Skorzystaj z poradnika, w którym opisujemy, z jaką firmą warto wyjechać do opieki.
Jeśli wysłaliśmy do firmy rekrutującej zgłoszenie na konkretne ogłoszenie pracy, pracownik danej firmy powinien się z nami skontaktować. Zwracajmy uwagę na to, po jakim czasie firma będzie się z nami kontaktowała. Oczywiście im szybciej, tym lepiej. Miejmy jednak na uwadze fakt, że niektóre okresy są szczególnie intensywne w branży opiekuńczej i dlatego kontakt może nie być natychmiastowy. Możemy chyba założyć, że dobrym standardem będzie odpowiedź ze strony firmy opiekuńczej w okresie do dwóch dni roboczych. Jeśli firma kontaktuje się z nami dopiero po tygodniu lub później, może to wzbudzić nasze obawy.
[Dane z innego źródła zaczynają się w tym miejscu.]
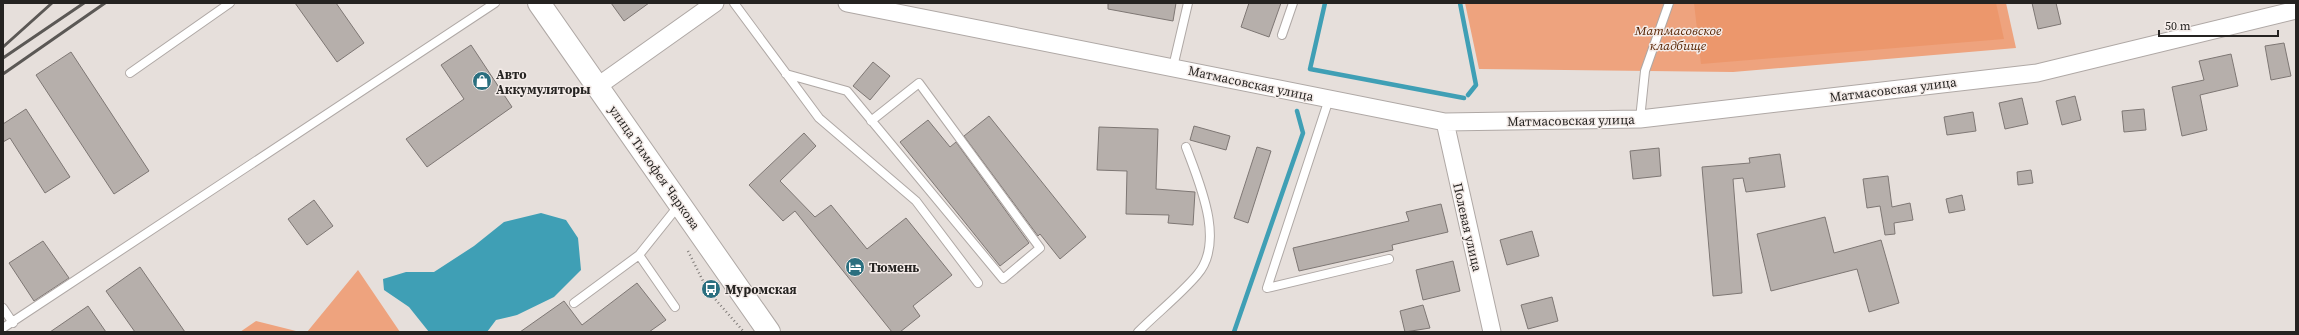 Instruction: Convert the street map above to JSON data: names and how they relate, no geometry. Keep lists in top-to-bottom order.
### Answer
{
  "streets": {
    "main road": ["улица Тимофея Чаркова"],
    "street": ["Матмасовская улица", "Полевая улица"]
  },
  "crossings": [
    ["Матмасовская улица", "Полевая улица"]
  ],
  "parks": ["Матмасовское кладбище"],
  "places": {
    "shop": ["Авто Аккумуляторы"],
    "hotel": ["Тюмень"],
    "bus stop": ["Муромская"]
  },
  "scale_bar": "50 m"
}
Gdy już wyjedziemy do pracy w opiece do Niemiec i firma opiekuńcza będzie reagowała na nasz kontakt dopiero po dwóch tygodniach, będzie to dla nas bardzo uciążliwe.
Podczas pierwszej rozmowy pracownik firmy opiekuńczej będzie chciał zebrać jak najwięcej informacji potrzebnych do dopasowania dla nas optymalnej oferty pracy. Z pewnością padną pytania o nasze oczekiwania dot. przyszłego miejsca pracy – warunków, zakwaterowania, preferencji dot. zakresu obowiązków, a także oczekiwania finansowe. Zostaniemy także zapytani o poziom znajomości języka niemieckiego, wcześniejsze doświadczenie w opiece, wykształcenie oraz preferowaną formę współpracy.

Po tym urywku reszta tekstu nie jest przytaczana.